A CRIANÇA E A LINGUAGEM
DESENVOLVIMENTO DA LINGUAGEM ORAL

    A construção da linguagem oral implica, portanto, na verbalização e na negociação de sentidos estabelecidos entre pessoas que buscam comunicar-se. Ao falar com os bebês, os adultos, principalmente, tendem a utilizar uma linguagem simples, breve e repetitiva, que facilita o desenvolvimento da linguagem e da comunicação. Por exemplo, na troca de fraldas, o adulto fala: “você está molhado? Eu vou te limpar, trocar a fralda e você vai ficar sequinho e gostoso!”.
   Nesses processos, as crianças se apropriam, gradativamente, das características da linguagem oral, utilizando-as em suas vocalizações e tentativas de comunicação.
  As brincadeiras e interações que se estabelecem entre os bebês e os adultos incorporam as vocalizações rítmicas, revelando o papel comunicativo, expressivo e social que a fala desempenha desde cedo. 
   Além da linguagem falada, a comunicação acontece por meio de gestos, de sinais e da linguagem corporal, que dão significado e apóiam a linguagem oral dos bebês. A criança aprende a verbalizar por meio da apropriação da fala do outro. Esse processo refere-se à repetição, pela criança, de fragmentos da fala do adulto ou de outras crianças, utilizados para resolver problemas em função de diferentes necessidades e contextos nos quais se encontre. Por exemplo, um bebê de sete pode engatinhar em direção a uma tomada e, ao chegar perto dela, ainda que demonstre vontade de tocá-la, pode apontar para ela e menear a cabeça expressando assim, à sua maneira, a fala do adulto.
    A construção da linguagem oral não é linear e ocorre em um processo de aproximações sucessivas com a fala do ouro, seja ela do pai, da mãe, do professor, dos amigos ou aquelas ouvidas na televisão, no rádio etc.
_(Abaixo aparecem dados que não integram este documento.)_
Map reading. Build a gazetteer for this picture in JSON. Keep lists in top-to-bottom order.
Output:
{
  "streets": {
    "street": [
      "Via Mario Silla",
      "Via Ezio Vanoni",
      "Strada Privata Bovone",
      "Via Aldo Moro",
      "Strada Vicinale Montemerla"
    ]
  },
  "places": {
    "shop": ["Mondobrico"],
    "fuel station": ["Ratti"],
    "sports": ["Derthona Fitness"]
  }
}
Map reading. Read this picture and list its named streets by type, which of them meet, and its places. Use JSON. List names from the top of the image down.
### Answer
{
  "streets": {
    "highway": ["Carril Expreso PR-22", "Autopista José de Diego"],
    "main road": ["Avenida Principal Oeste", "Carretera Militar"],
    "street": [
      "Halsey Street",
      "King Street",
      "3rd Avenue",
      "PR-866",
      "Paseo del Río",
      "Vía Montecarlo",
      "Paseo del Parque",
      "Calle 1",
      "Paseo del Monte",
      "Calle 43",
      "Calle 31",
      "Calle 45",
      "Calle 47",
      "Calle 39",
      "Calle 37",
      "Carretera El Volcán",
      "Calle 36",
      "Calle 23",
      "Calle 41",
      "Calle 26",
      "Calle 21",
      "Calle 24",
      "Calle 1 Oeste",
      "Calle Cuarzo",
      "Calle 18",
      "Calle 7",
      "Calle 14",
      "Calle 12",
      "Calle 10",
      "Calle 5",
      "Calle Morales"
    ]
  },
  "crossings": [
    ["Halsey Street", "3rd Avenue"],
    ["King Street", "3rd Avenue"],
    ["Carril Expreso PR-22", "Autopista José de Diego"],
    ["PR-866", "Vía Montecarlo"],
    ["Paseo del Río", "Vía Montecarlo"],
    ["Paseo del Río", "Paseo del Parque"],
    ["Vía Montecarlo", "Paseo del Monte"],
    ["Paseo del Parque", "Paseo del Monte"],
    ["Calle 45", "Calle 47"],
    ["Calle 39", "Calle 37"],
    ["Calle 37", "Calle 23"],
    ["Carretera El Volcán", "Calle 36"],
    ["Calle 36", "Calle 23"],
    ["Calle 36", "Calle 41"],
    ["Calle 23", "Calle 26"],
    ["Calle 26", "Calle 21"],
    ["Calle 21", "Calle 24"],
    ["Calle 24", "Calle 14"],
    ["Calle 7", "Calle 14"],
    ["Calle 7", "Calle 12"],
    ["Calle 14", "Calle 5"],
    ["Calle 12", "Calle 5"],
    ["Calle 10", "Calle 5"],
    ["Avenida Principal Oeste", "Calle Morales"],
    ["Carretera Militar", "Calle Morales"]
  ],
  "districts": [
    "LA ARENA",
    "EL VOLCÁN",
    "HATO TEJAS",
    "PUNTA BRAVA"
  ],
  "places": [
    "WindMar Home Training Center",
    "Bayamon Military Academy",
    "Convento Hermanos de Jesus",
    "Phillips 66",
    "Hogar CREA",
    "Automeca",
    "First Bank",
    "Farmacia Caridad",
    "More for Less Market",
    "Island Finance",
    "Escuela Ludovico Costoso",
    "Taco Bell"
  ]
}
DESENVOLVIMENTO DA LINGUAGEM ESCRITA

    Nas sociedades letradas, as crianças, desde os primeiros meses, estão em permanente contato com a linguagem escrita. É por meio desse contato diversificado em seu ambiente social que as crianças descobrem o aspecto funcional da comunicação escrita, desenvolvendo interesse e curiosidade por essa linguagem. Diante do ambiente de letramento em que vivem, as crianças podem fazer, a partir de dois ou três anos de idade, uma série de perguntas, como “O que está escrito aqui?”, ou “O que isto quer dizer?”, indicando sua reflexão sobre a função e o significado da escrita, ao perceberem que ela representa algo.
     A aprendizagem da linguagem escrita está intrinsecamente associada ao contato com textos diversos, para que as crianças possam construir sua capacidade de ler, e às práticas de escrita, para que possam desenvolver a capacidade de escrever autonomamente.
   Sabe-se, também, que as hipóteses elaboradas pelas crianças em seu processo de construção de conhecimento não são idênticas em uma mesma faixa etária, porque dependem do grau de letramento de seu ambiente social, ou seja, da importância que tem a escrita no meio em que vivem e das práticas sociais de leitura e escrita que podem presenciar e participar.